The pandemic has led to sharp declines in profit across three of the bank’s four main divisions, only the asset management business was spared. Another bright spot of the company is its trading division that has posted a 32% increase in revenue to a record $7.2 billion. Bond trading revenue rose to $5 billion, which is a full $1 billion higher than analysts expected, on stronger client activity in government bonds, currencies and emerging markets. Equities trading of $2.2 billion edged out the estimates as well on rising derivatives revenue. The analysts’ were expecting Net Interest Margin to be 2.37%, according to FactSet and in trading revenue, the analysts were projecting fixed income to be $4 billion and equities to be $2.08 billion.

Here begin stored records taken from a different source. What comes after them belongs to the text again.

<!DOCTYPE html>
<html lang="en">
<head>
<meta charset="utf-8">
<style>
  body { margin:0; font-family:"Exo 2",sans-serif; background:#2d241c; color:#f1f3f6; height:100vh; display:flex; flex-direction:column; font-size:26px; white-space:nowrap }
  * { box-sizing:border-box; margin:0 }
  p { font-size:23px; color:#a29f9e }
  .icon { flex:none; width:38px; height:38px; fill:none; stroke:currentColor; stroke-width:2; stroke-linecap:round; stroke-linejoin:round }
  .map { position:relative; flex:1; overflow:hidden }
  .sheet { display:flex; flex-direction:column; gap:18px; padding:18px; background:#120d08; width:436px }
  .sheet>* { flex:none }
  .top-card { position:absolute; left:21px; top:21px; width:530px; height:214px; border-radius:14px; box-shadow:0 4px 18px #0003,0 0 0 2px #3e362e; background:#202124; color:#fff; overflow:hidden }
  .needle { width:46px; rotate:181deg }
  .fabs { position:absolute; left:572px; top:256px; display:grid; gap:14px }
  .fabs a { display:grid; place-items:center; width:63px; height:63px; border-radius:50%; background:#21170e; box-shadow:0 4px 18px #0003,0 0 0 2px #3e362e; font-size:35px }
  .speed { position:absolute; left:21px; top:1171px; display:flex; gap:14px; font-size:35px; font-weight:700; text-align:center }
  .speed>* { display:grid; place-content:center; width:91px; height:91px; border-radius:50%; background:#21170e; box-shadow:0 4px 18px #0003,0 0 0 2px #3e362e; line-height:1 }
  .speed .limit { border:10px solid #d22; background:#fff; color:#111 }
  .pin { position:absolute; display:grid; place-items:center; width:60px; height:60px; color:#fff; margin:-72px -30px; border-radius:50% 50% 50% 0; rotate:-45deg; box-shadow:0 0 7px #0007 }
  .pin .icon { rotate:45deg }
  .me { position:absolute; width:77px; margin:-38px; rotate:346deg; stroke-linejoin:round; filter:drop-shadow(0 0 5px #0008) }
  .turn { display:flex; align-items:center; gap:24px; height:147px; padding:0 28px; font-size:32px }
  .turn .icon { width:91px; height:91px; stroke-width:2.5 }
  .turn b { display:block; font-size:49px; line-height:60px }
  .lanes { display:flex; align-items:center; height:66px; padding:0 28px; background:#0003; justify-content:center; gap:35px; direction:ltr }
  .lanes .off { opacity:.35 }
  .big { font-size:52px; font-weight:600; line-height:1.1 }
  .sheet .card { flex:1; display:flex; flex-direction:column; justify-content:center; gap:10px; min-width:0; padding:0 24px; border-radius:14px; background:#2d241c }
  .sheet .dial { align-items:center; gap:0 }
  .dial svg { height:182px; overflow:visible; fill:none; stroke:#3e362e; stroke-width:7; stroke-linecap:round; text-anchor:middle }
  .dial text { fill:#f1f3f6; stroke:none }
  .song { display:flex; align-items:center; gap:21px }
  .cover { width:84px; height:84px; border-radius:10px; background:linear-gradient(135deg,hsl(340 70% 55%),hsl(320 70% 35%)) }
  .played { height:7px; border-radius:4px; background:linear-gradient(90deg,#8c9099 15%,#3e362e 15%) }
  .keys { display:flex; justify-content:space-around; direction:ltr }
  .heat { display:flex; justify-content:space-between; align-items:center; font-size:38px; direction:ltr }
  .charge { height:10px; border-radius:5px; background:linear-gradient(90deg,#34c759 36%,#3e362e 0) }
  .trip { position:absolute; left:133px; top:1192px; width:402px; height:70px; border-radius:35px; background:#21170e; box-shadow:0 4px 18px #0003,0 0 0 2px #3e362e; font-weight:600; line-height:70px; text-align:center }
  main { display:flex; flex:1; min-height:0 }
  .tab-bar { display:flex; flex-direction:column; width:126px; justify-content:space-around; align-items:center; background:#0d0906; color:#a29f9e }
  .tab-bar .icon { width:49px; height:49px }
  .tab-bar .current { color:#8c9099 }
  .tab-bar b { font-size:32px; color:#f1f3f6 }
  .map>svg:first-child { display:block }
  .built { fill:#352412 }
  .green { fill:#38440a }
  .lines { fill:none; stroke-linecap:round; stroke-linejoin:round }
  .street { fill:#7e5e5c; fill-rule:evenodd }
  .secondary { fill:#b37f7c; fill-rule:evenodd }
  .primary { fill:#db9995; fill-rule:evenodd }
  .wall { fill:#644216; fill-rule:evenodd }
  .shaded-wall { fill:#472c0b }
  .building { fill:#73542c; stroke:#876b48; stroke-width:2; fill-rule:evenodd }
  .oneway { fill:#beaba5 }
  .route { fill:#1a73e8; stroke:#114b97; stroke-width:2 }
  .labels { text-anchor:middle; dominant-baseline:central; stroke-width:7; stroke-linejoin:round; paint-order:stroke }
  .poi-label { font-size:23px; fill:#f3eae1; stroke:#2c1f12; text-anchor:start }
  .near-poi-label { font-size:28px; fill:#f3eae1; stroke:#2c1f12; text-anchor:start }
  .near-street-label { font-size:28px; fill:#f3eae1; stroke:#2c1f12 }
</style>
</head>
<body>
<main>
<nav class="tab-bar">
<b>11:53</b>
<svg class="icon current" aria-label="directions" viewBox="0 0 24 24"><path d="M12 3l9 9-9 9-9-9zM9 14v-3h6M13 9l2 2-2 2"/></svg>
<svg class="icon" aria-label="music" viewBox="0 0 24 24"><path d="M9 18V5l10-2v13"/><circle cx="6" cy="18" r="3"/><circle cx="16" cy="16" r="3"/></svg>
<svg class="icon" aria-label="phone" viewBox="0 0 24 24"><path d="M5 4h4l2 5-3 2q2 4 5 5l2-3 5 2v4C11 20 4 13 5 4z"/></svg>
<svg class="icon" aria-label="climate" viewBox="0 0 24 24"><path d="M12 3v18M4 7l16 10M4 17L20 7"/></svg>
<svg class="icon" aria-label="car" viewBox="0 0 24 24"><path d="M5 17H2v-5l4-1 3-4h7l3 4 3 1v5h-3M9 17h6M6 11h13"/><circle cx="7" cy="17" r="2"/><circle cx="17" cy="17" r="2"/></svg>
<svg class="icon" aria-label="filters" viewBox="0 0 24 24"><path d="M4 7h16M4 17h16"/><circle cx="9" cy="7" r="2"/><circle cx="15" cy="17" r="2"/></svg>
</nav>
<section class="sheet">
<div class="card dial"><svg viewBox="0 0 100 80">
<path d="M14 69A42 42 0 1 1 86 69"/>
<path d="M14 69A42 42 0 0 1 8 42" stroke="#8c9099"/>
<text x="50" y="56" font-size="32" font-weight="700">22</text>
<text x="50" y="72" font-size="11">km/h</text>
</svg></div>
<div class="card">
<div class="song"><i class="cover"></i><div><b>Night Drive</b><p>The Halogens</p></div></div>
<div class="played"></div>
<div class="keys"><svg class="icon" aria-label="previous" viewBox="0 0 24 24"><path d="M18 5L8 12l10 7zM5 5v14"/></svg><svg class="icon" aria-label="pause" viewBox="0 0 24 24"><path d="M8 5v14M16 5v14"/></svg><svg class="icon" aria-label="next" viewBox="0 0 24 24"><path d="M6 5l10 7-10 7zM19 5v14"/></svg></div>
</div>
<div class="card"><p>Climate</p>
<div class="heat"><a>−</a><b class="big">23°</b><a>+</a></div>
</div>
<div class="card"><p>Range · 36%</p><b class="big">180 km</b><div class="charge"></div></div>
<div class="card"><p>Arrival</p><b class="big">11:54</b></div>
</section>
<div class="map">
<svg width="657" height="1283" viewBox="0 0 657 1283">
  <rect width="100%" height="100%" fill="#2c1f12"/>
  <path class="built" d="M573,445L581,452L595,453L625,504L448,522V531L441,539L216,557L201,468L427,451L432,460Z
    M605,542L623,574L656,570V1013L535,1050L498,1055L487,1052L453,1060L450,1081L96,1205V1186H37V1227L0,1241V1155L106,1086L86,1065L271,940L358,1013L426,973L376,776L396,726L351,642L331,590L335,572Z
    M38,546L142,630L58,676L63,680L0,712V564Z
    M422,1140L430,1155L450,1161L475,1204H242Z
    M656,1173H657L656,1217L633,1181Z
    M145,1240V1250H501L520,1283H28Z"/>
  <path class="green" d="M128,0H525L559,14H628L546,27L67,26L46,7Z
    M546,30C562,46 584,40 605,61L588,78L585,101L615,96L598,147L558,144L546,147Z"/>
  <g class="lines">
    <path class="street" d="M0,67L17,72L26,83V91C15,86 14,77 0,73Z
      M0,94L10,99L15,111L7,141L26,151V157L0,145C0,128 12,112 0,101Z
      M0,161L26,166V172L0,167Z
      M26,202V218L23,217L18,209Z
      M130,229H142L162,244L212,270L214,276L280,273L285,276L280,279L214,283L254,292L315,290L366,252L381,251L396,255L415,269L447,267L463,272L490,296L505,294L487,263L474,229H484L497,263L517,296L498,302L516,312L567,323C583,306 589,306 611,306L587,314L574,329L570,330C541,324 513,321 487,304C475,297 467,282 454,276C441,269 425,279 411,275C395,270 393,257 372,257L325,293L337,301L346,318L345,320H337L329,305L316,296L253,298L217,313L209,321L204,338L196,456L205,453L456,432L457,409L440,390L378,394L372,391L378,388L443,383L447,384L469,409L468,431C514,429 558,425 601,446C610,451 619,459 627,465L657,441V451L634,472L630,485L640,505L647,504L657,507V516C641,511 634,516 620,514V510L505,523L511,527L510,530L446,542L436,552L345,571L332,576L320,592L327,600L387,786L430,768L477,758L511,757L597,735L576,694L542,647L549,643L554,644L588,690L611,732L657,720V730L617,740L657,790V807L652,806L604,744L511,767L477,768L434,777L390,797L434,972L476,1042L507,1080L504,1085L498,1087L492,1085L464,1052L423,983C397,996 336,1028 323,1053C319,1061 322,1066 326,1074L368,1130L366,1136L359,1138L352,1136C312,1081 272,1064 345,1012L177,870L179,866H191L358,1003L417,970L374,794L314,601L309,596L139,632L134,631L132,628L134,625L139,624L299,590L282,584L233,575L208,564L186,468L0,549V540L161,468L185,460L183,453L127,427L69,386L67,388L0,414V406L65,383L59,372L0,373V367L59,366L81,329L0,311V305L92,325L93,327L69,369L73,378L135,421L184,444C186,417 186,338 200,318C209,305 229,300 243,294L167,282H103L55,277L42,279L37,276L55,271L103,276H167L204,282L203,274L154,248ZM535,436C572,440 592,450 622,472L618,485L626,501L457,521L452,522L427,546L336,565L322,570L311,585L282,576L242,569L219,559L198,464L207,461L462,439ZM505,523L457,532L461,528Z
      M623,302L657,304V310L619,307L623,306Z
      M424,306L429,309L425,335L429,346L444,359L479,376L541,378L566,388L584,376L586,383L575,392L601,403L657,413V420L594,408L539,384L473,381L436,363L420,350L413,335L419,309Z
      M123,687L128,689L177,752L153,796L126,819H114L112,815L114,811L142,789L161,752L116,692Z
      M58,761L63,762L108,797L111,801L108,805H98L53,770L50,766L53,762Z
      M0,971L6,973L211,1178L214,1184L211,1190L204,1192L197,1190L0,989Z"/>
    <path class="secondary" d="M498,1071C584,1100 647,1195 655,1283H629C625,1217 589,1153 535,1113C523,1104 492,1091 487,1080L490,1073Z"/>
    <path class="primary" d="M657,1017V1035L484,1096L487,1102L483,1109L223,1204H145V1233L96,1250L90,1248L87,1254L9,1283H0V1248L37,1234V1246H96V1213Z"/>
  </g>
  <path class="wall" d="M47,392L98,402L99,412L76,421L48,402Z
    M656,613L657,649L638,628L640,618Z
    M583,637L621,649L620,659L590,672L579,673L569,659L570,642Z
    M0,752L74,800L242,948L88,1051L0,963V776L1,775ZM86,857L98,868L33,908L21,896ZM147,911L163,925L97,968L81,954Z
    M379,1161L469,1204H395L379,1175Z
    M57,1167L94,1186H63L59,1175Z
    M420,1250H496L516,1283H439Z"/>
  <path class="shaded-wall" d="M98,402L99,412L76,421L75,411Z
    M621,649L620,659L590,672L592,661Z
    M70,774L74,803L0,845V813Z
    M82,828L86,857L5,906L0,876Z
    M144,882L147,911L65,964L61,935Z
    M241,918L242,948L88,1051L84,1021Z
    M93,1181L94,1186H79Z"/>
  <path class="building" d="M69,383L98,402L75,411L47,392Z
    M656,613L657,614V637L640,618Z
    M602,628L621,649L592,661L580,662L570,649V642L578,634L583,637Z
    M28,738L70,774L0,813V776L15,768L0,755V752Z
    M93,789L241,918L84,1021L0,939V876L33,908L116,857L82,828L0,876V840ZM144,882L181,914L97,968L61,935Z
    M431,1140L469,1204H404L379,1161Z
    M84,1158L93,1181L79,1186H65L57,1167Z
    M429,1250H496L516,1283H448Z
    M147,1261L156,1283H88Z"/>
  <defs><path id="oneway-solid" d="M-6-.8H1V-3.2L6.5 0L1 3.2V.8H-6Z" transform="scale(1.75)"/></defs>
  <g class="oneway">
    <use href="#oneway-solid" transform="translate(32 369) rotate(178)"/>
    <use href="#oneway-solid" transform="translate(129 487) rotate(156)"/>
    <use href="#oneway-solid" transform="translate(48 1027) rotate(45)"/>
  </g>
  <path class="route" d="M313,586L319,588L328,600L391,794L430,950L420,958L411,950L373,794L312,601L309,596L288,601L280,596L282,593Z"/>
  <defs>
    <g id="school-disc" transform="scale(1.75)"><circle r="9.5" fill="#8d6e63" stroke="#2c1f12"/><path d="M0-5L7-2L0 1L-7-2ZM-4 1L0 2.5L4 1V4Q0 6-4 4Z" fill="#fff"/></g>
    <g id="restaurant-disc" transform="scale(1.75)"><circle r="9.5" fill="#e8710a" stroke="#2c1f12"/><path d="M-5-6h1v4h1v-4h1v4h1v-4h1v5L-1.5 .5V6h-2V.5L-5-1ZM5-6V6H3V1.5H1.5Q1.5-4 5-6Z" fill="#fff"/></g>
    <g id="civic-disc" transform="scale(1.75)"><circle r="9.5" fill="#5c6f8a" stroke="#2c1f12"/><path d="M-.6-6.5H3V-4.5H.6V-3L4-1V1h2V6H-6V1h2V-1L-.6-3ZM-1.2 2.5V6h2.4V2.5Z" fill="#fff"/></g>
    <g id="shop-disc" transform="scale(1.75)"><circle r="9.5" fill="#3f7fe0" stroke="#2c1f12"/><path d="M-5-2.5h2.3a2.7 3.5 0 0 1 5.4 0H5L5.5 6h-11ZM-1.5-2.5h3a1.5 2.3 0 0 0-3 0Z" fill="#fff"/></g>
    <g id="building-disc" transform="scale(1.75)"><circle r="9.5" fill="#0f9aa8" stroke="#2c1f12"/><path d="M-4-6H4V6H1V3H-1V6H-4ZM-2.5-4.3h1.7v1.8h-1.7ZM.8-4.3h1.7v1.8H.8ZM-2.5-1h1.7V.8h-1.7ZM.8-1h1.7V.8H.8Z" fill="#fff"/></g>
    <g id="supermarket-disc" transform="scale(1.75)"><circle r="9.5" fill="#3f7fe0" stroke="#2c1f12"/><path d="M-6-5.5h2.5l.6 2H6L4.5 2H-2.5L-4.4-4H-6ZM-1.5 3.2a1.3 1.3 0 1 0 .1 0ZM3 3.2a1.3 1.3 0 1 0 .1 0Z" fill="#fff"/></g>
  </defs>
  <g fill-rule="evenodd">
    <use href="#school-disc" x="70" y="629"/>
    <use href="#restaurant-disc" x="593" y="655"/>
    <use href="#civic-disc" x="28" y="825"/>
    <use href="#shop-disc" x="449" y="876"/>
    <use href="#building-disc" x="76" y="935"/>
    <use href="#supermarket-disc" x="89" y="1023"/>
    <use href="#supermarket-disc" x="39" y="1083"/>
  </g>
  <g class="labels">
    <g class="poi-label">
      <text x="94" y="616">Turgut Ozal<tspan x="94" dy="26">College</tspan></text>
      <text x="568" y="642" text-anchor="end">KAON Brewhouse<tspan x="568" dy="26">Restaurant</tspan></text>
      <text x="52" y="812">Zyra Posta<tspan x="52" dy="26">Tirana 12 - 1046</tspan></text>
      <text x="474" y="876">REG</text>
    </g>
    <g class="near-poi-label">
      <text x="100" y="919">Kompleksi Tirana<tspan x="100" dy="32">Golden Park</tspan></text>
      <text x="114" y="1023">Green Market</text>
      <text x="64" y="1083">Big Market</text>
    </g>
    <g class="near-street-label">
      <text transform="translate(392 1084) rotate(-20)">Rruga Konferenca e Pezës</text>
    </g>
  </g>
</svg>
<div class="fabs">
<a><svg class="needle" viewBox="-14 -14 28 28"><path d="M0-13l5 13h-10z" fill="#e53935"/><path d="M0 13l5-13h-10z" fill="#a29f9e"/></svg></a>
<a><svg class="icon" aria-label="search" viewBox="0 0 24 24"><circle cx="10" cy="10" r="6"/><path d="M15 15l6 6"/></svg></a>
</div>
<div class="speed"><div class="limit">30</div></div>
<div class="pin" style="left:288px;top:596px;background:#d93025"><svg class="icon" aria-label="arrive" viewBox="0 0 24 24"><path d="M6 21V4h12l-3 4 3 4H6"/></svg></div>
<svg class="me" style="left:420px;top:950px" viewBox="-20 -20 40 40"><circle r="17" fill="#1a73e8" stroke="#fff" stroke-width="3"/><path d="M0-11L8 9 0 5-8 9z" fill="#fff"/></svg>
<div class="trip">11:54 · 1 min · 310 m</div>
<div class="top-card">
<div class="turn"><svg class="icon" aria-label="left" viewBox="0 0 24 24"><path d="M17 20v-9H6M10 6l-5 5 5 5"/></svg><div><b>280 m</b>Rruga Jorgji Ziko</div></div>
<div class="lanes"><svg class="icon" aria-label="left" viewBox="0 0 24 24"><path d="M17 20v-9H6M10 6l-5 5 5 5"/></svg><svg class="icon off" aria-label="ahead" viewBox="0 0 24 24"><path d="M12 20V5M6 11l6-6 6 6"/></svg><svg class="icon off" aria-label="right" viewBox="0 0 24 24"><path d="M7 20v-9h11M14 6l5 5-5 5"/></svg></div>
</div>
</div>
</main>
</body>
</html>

JPM in the first quarter of FY 20 has reported the adjusted earnings per share of 78 cents, missing the analysts’ estimates for the adjusted earnings per share of $1.84, according to Refinitiv. The company had reported 3 percent fall in the adjusted revenue to $29.07 billion in the first quarter of FY 20, missing the analysts’ estimates for revenue of $29.67 billion.

The bank has lowered its full-year outlook for net interest income by $1.5 billion to $55.5 billion. The revenue source accounted for about half the company’s total last year, and in the past has helped counter more volatile results in the trading and investment-banking divisions.

Additionally, for the first quarter, the company had distributed $8.8 billion of capital to shareholders, which includes $6 billion in net share repurchases up to March 15th. Since then, the company has stopped its buybacks. The capital distribution outweighed the earnings for the first quarter, and this coupled with significant RWA growth has resulted in a fall in the CET1 ratio to 11.5%. JPM intends to continue to pay the $0.90 dividend, after getting the Board approval.